PLINQ as a black box
PLINQ is really simple if you want to treat it as a black box; all you do as a user is add the .AsParallel extension method to the source of you LINQ query and you are done! The following query
var result =
from x in source
where [some condition]
select [something]
...can be parallelized as follows:
var result =
from x in source.AsParallel()
where [some condition]
select [something]
Notice that the only difference is the AsParallel method call appended to the source and we can of course use this pattern with more complex queries.

Why Does It Work
To understand why the above compiles we have to remind ourselves of how LINQ works and that the first version of the code above is really equivalent to:
var result =  source.Where(x => [some condition]).Select(x => [something]);
...so when we parallelize it we are simply changing it to be the following:
var result =  source.AsParallel().Where(x => [some condition]).Select(x => [something]);
In other words the call to AsParallel returns something that also has the typical extension methods of LINQ (e.g. Where, Select and the other 100+ methods).
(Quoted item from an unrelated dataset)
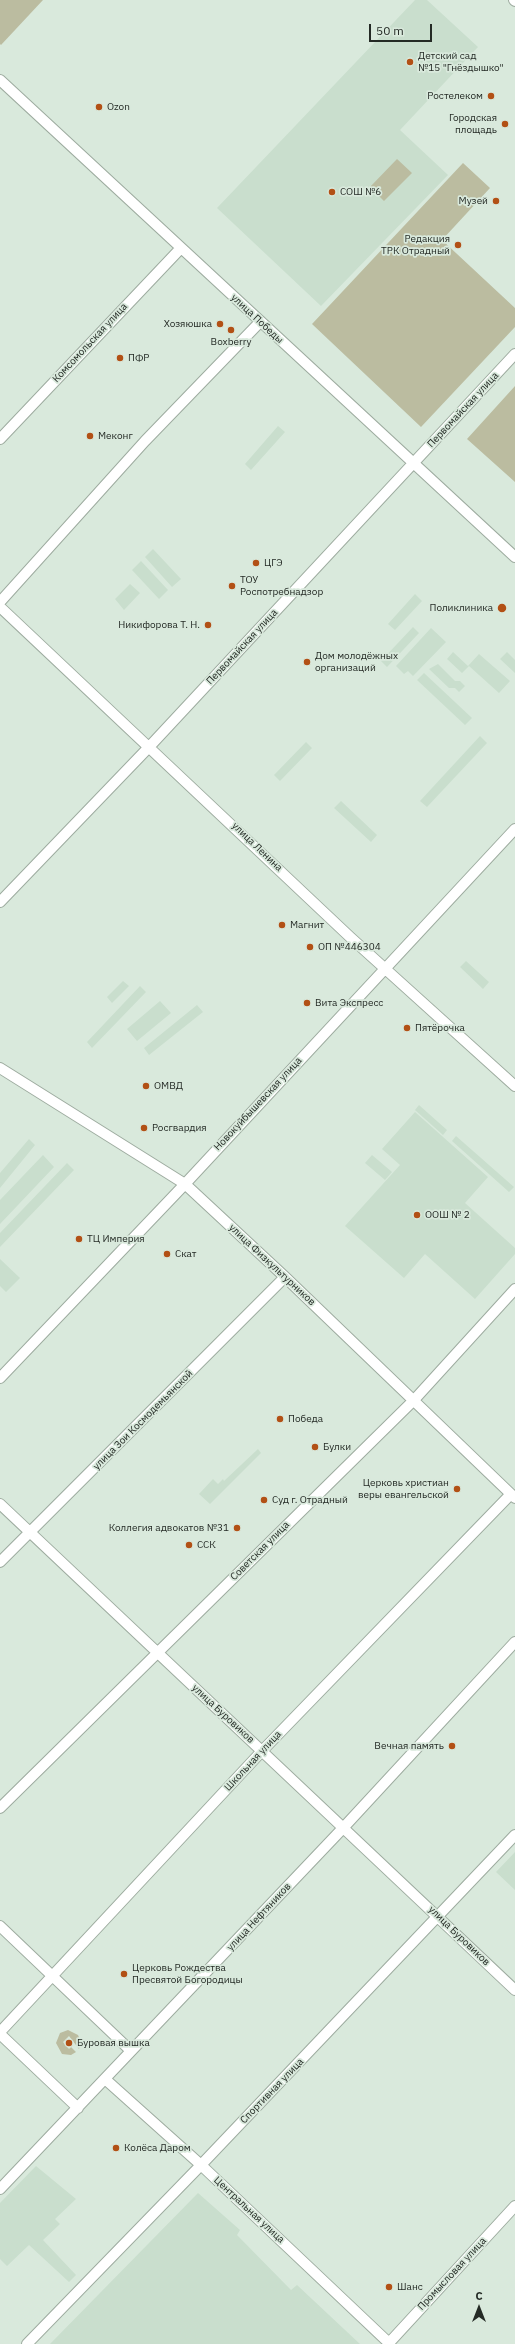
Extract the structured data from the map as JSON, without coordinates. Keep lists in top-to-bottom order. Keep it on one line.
{"streets":{"street":["улица Победы","Комсомольская улица","Первомайская улица","улица Ленина","Новокуйбышевская улица","улица Физкультурников","улица Зои Космодемьянской","Советская улица","улица Буровиков","Школьная улица","улица Нефтяников","Спортивная улица","Центральная улица","Промысловая улица"]},"crossings":[["улица Победы","Комсомольская улица"],["улица Победы","Первомайская улица"],["Первомайская улица","улица Ленина"],["улица Ленина","Новокуйбышевская улица"],["Новокуйбышевская улица","улица Физкультурников"],["улица Физкультурников","улица Зои Космодемьянской"],["улица Физкультурников","Советская улица"],["улица Физкультурников","Школьная улица"],["улица Зои Космодемьянской","улица Буровиков"],["Советская улица","улица Буровиков"],["улица Буровиков","Школьная улица"],["улица Буровиков","улица Нефтяников"],["улица Буровиков","Спортивная улица"],["улица Нефтяников","Центральная улица"],["Спортивная улица","Центральная улица"],["Центральная улица","Промысловая улица"]],"places":["Детский сад №15 \"Гнёздышко\"","Ростелеком","Ozon","Городская площадь","СОШ №6","Музей","Редакция ТРК Отрадный","Хозяюшка","Boxberry","ПФР","Меконг","ЦГЭ","ТОУ Роспотребнадзор","Поликлиника","Никифорова Т. Н.","Дом молодёжных организаций","Магнит","ОП №446304","Вита Экспресс","Пятёрочка","ОМВД","Росгвардия","ООШ № 2","ТЦ Империя","Скат","Победа","Булки","Церковь христиан веры евангельской","Суд г. Отрадный","Коллегия адвокатов №31","ССК","Вечная память","Церковь Рождества Пресвятой Богородицы","Буровая вышка","Колёса Даром","Шанс"],"scale_bar":"50 m","north":"top"}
However, with LINQ these methods live in the static System.Linq.Enumerable class whereas with PLINQ they live in the System.Linq.ParallelEnumerable class. How did we transition from one to the other? Well, AsParallel is itself an extension method on IEnumerable types and all it does is a "smart" cast of the source (the IEnumerable) to a new type which means the extension methods of this new type are picked up (instead of the ones directly on IEnumerable). In other words, by inserting the AsParallel method call, we are swapping out one implementation (Enumerable) for another (ParallelEnumerable). And that is why the code compiles fine when we insert the AsParallel method. For a more precise understanding, in the VS editor simply right click on AsParallel, choose Go To Definition and follow your nose from there…

How Does It Work
OK, so we can see why the above compiles when we change the original sequential query with our parallelised query, which we now understand is based on the introduction of new .NET 4 types such as ParallelQuery and ParallelEnumerable – all in System.Core.dll in the System.Linq namespace. But how does the new implementation take advantage (by default when it is worth it) of all the cores on your machine? Remember our friendly task-based programming model? The implementation of the methods of the static ParallelEnumerable class uses Tasks ;-). Given that the implementation is subject to change and more importantly given that we have not shipped .NET 4 yet, I will not go into exactly how it uses the Tasks, but I leave that to your imagination (or to your decompiler-assisted exploration ;)).

Simple Demo Example
Imagine a .NET 4 Console project with a single file and 3 methods, 2 of which are:
  static void Main()
{
Stopwatch sw = Stopwatch.StartNew();
DoIt();
Console.WriteLine("Elapsed = " + sw.ElapsedMilliseconds.ToString());
Console.ReadLine();
}
static bool IsPrime(int p)
{
int upperBound = (int)Math.Sqrt(p);
for (int i = 2; i <= upperBound; i++)
{
if (p % i == 0) return false;
}
return true;
}
…without worrying too much about the implementation details of IsPrime (I stole this method from the walkthrough you get in the VS2010 CTP). So the only question is where is the 3rd method, which clearly must be named Doit. Here you go:
  static void DoIt()
{
IEnumerable arr = Enumerable.Range(2, 4000000);
var q =
from n in arr
where IsPrime(n)
select n.ToString();
List list = q.ToList();
Console.WriteLine(list.Count.ToString());
}
Now if you run this you will notice that on your multi-core machine only 1 core gets used (e.g. 25% CPU utilization on my quad core). You'll also notice in the console the number of milliseconds it took to execute. How can you make this execute much faster (~4 times faster on my machine) by utilizing 100% of your total CPU power? Simply change one line of code in the Doit method:
from n in arr.AsParallel()
How cool is that?

Can It Do More
What the PLINQ implementation does is it partitions your source container into multiple chunks in order to operate on them in parallel. You can configure things such as the degree of parallelism, control ordering, specify buffering options, whether to run parts of the query sequentially etc. To experiment with all that, just explore the other new extension methods (e.g. AsOrdered, AsUnordered) and, finally, the new enumerations (e.g. ParallelQueryMergeOptions). I leave that experimentation to you dear reader ;)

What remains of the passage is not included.